2016-01-14 11:45 GMT+09:00 Kentaro Iizuka <[email protected]>:
> Hello
>
> David and Subutai's post are convincing.
>
> Your question
>> What does the term "UniformLink" mean?
> You can find UniformLink implementation in nupic.core repository.
> https://github.com/numenta/nupic.core/blob/master/src/test/unit/engine/UniformLinkPolicyTest.cpp
>
> Best regards.
>
> 2016-01-14 10:44 GMT+09:00 Subutai Ahmad <[email protected]>:
>> Hi all,
>>
>> David's summary is spot-on.  Let me add a bit more color:
>>
>> From an API standpoint, the Network API can fully support hierarchies in the
>> sense that you can chain together regions that send output to higher level
>> regions. Each region is responsible for deciding what should be sent to the
>> next level. The OPF (which is built on top of the Network API) does not
>> really support hierarchy - the OPF currently supports a very restricted set
>> of models such as our streaming anomaly detection and prediction models.

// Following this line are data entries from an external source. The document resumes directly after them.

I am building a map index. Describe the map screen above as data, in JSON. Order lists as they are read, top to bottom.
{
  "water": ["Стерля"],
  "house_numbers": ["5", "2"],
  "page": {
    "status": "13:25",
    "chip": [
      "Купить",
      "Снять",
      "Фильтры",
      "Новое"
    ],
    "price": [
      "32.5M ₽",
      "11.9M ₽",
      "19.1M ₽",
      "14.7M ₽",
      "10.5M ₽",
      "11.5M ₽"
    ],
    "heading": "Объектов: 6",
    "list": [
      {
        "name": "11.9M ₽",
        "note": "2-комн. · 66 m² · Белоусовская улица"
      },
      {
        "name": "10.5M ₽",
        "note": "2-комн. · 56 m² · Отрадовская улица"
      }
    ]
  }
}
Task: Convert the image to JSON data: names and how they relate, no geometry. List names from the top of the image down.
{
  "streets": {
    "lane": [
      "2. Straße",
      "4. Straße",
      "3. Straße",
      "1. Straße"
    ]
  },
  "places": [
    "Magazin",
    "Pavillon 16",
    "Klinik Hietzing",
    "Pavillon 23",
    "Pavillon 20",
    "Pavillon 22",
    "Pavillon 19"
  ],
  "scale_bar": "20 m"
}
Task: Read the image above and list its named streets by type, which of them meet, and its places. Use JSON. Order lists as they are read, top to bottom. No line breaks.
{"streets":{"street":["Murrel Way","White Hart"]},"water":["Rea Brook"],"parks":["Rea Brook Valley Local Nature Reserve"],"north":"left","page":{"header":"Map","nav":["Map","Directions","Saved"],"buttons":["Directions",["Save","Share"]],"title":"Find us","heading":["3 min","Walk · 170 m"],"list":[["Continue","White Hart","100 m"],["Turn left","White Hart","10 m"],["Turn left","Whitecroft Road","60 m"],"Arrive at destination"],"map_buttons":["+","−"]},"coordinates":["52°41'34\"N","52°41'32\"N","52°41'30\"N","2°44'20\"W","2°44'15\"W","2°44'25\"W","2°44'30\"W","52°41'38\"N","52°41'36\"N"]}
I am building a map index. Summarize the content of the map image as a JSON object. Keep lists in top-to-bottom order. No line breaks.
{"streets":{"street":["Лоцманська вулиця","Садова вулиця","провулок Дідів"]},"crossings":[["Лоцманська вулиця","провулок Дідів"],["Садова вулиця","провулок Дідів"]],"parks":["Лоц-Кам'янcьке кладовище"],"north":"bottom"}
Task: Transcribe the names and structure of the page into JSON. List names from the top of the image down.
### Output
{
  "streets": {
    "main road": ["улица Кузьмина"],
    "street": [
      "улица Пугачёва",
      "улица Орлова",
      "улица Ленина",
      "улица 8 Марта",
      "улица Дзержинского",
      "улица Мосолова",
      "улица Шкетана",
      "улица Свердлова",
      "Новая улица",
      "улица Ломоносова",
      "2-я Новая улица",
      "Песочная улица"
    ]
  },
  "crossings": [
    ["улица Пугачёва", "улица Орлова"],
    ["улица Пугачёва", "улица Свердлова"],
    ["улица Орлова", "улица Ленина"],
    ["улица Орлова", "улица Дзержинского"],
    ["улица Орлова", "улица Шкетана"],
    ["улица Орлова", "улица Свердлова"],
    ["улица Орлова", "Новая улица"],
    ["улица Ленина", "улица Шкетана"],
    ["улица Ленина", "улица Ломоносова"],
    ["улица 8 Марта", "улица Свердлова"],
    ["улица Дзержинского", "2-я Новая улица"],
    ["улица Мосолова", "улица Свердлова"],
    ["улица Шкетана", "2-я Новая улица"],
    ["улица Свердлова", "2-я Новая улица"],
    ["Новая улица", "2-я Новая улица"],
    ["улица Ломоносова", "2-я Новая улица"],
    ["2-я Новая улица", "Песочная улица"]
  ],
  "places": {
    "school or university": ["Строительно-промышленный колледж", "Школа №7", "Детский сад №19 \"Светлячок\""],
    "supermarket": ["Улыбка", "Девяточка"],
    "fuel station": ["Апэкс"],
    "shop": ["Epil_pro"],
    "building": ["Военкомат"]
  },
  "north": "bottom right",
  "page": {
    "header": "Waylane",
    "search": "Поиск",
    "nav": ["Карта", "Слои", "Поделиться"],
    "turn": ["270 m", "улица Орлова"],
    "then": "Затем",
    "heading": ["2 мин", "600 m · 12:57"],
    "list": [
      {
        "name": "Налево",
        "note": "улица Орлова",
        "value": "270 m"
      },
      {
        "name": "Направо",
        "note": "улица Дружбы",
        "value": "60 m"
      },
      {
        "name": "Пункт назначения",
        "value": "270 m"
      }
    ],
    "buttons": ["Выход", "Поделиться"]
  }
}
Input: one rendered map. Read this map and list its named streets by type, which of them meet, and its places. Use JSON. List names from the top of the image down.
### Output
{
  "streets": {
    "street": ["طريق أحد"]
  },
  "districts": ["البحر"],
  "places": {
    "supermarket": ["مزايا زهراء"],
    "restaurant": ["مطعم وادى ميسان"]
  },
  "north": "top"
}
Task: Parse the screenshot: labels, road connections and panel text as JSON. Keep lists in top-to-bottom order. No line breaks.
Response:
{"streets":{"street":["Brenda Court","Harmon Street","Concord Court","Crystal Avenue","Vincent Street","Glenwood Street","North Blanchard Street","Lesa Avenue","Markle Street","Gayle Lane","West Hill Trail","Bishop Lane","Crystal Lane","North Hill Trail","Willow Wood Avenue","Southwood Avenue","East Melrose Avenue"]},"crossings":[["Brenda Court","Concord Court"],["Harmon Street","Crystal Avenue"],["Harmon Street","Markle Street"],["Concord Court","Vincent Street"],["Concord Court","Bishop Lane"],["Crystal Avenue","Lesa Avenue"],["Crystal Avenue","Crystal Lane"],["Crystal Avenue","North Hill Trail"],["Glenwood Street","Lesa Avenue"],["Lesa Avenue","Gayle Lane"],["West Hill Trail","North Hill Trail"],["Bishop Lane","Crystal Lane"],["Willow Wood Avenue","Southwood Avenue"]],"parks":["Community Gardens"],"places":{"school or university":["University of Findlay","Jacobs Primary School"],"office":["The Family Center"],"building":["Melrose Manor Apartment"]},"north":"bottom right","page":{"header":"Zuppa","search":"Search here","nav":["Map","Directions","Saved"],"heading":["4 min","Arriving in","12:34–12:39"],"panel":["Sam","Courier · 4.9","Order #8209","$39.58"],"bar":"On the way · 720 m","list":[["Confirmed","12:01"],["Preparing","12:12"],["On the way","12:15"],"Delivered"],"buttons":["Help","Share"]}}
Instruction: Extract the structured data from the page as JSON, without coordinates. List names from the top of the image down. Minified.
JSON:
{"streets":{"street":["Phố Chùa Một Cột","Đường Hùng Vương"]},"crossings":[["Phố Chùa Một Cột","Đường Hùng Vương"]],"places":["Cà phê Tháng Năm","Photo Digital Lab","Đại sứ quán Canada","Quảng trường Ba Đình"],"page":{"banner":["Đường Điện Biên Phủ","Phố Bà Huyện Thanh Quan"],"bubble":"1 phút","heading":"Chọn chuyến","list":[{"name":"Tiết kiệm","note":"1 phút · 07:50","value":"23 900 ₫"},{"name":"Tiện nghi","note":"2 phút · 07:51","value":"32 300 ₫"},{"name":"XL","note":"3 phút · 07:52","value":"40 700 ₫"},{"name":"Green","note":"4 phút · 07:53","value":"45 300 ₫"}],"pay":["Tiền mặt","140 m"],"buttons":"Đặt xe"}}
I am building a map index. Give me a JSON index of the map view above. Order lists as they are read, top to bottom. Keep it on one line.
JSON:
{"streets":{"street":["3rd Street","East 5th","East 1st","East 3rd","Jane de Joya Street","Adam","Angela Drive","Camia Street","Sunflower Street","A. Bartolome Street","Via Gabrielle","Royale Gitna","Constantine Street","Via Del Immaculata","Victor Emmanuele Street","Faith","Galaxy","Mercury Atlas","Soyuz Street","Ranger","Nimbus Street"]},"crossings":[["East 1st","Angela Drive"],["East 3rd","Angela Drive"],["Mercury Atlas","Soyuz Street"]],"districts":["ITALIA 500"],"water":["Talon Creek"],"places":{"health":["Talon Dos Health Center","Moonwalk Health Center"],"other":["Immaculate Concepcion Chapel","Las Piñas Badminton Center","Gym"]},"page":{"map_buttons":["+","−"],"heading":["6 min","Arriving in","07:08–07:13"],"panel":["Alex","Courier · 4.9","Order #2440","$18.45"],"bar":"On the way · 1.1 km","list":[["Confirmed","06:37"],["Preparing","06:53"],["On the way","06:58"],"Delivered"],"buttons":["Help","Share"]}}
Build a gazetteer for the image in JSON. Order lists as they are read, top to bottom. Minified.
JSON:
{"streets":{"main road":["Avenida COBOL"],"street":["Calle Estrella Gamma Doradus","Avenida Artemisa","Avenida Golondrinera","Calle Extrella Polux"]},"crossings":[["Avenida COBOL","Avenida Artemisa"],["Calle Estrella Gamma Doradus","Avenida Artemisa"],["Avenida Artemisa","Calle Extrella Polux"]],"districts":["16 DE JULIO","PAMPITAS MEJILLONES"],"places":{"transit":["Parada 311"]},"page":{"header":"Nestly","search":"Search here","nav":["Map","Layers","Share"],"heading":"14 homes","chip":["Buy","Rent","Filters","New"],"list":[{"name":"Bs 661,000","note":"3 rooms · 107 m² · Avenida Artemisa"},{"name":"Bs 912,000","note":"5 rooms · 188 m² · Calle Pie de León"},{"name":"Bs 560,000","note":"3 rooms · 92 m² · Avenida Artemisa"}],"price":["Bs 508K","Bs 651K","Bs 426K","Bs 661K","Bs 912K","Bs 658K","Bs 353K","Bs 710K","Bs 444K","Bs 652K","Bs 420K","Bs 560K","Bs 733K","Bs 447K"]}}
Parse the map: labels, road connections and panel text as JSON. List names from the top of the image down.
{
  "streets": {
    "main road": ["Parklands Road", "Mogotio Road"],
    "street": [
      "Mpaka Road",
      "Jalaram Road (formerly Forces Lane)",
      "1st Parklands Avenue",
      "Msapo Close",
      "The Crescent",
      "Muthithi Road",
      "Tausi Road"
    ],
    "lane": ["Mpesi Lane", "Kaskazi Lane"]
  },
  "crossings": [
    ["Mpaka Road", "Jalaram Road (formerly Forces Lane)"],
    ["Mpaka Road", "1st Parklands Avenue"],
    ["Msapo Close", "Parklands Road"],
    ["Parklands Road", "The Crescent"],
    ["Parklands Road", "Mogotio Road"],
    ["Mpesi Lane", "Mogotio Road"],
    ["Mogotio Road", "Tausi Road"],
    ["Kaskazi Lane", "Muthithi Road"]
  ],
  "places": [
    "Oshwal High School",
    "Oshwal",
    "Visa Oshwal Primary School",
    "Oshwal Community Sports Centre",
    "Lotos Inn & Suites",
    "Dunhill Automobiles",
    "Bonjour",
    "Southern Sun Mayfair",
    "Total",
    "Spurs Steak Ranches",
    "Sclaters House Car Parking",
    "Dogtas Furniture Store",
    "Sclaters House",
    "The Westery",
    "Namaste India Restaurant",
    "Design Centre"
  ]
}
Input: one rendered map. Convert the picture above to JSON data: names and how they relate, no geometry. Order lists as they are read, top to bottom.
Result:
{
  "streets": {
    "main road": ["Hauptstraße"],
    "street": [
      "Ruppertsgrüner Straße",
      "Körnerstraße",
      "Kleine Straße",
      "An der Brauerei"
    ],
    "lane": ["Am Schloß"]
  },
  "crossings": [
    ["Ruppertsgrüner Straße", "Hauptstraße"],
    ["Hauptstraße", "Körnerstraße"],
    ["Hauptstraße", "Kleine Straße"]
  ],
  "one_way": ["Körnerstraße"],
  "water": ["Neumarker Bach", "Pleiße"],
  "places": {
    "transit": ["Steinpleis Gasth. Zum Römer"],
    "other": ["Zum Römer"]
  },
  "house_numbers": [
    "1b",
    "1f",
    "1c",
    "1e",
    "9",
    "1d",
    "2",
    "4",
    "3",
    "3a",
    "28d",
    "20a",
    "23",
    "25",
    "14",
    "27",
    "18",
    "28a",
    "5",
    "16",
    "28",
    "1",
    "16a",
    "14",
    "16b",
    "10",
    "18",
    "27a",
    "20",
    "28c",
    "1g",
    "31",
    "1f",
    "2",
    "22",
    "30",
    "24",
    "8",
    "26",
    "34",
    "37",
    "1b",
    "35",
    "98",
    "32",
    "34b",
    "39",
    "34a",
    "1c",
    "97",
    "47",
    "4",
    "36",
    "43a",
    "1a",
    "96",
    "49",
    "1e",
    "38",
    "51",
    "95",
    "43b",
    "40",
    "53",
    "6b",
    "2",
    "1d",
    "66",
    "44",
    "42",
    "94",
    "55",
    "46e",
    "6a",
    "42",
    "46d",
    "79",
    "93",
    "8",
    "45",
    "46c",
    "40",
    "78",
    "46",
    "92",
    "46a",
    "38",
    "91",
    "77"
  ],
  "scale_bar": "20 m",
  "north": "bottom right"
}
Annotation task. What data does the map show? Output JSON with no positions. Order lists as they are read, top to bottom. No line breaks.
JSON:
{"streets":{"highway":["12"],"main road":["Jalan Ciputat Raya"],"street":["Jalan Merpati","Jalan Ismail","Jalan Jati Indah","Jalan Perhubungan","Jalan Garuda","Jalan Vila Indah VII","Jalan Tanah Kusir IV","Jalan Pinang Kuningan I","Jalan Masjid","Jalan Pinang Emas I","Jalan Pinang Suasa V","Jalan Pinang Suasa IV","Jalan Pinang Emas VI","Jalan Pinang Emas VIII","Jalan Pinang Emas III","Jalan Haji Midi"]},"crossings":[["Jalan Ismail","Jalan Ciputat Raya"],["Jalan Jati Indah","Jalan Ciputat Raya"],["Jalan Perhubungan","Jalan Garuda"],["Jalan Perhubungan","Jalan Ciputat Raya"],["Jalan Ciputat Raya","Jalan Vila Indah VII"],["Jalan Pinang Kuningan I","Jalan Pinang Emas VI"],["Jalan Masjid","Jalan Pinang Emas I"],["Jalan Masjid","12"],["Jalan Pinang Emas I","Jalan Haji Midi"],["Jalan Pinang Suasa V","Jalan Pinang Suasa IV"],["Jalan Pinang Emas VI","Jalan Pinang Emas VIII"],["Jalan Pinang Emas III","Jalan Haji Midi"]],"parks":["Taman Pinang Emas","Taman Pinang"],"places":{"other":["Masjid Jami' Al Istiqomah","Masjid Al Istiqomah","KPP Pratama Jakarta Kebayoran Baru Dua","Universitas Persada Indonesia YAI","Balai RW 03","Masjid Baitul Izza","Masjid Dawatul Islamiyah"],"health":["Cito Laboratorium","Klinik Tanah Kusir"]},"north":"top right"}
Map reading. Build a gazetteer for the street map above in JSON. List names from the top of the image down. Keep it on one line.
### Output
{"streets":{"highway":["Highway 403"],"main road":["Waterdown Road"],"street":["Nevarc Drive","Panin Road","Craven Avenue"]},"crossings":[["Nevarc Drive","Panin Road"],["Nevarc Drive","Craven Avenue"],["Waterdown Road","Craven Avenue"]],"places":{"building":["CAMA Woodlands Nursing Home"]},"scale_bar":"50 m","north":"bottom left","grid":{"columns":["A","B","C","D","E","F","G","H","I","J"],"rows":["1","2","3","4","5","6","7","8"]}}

>> You can also bypass the Network API and just chain together low-level
>> algorithm classes yourself.
>>
>> But that is a coding thing and has little to do with algorithms and theory.
>> It's unclear if simply stacking the existing algorithms will do any good (it
>> probably won't). Within our research group we are actively trying to
>> understand and implement hierarchies (and temporal pooling) the same way it
>> is done in cortex. You can see some of our work described here [1]. However
>> we tend to be pretty methodical. We are trying to do things the "right way"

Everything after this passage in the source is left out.